2. Il Fondo é ripartito tra le regioni e le province autonome di Trento e di
Bolzano. Una quota pari al 30 per cento delle risorse del Fondo é riservata al
finanziamento di interventi da realizzare nei comuni di Venezia, Milano,
Torino, Genova, Bologna, Firenze, Roma, Napoli, Bari, Brindisi, Taranto, Reggio
Calabria, Catania, Palermo e Cagliari. La ripartizione del Fondo e della quota
riservata avviene, per il 50 per cento, sulla base dell'ultima rilevazione
della popolazione minorile effettuata dall'Istituto nazionale di statistica
(ISTAT) e per il 50 per cento secondo i seguenti criteri:
a) carenza di strutture per la prima infanzia secondo le indicazioni del
Centro nazionale di documentazione e di analisi per l'infanzia della Presidenza
del Consiglio dei ministri;
b) numero di minori presenti in presidi residenziali socio-assistenziali
in base all'ultima rilevazione dell'ISTAT;
c) percentuale di dispersione scolastica nella scuola dell'obbligo come
accertata dal Ministero della pubblica istruzione;
d) percentuale di famiglie con figli minori che vivono al di sotto della
soglia di povertà così come stimata dall'ISTAT;
e) incidenza percentuale del coinvolgimento di minori in attività
criminose come accertata dalla Direzione generale dei servizi civili del
Ministero dell'interno, nonché dall'Ufficio centrale per la giustizia minorile
del Ministero di grazia e giustizia.
3. Entro sessanta giorni dalla data di entrata
in vigore della presente legge, il Ministro per la solidarietà sociale, con
proprio decreto emanat 111b18b o di concerto con i Ministri dell'interno, del tesoro, di
grazia e giustizia e con il Ministro per le pari opportunità, sentite la
Conferenza permanente per i rapporti tra lo Stato, le regioni e le province
autonome di Trento e di Bolzano nonché le Commissioni parlamentari competenti,
provvede alla ripartizione delle quote del Fondo tra le regioni e le province
autonome di Trento e di Bolzano e di quelle riservate ai comuni, ai sensi
del comma
2.
4. Per il finanziamento del Fondo é autorizzata la spesa di lire 117 miliardi
per l'anno 1997 e di lire 312 miliardi a decorrere dall'anno1998.
Art. 2.
(Ambiti territoriali di intervento)
1. Le regioni, nell'ambito della
programmazione regionale, definiscono, sentiti gli enti locali, ai sensi
dell'articolo 3, comma 6, della legge 8 giugno 1990, n. 142, ogni tre anni, gli
ambiti territoriali di intervento, tenuto conto della presenza dei comuni
commissariati ai sensi dell'articolo 15 bis della legge 19 marzo 1990, n. 55, e successive modificazioni, e
procedono al riparto economico delle risorse al fine di assicurare l'efficienza
e l'efficacia degli interventi e la partecipazione di tutti i soggetti
coinvolti. Possono essere individuati, quali ambiti territoriali di intervento,
comuni, comuni associati ai sensi degli articoli 24, 25 e 26 della legge 8
giugno 1990, n. 142, comunità montane e province.
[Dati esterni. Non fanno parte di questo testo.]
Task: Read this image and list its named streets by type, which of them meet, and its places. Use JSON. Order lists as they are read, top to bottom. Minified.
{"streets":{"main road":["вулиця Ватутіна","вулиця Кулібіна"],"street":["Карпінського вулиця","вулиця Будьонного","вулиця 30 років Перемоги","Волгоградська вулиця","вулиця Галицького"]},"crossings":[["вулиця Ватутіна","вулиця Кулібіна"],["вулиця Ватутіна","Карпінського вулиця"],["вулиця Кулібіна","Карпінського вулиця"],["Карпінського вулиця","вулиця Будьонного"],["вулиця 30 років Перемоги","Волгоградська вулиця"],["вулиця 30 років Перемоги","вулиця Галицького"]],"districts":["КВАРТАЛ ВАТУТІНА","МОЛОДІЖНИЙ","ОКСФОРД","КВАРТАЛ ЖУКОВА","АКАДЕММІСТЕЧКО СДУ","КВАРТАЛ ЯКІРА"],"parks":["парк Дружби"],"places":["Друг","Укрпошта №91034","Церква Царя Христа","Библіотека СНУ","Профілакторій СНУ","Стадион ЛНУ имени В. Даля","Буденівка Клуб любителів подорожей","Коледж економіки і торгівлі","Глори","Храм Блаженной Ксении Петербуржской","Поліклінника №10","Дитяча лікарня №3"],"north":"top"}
2. Gli enti locali ricompresi negli ambiti territoriali di intervento di cui al
comma 1, mediante accordi di programma definiti ai sensi dell'articolo 27 della
legge 8 giugno 1990, n. 142, cui partecipano, in particolare, i provveditorati
agli studi, le aziende sanitarie locali e i centri per la giustizia minorile,
approvano piani territoriali di intervento della durata massima di un triennio,
articolati in progetti immediatamente esecutivi, nonché il relativo piano
economico e la prevista copertura finanziaria.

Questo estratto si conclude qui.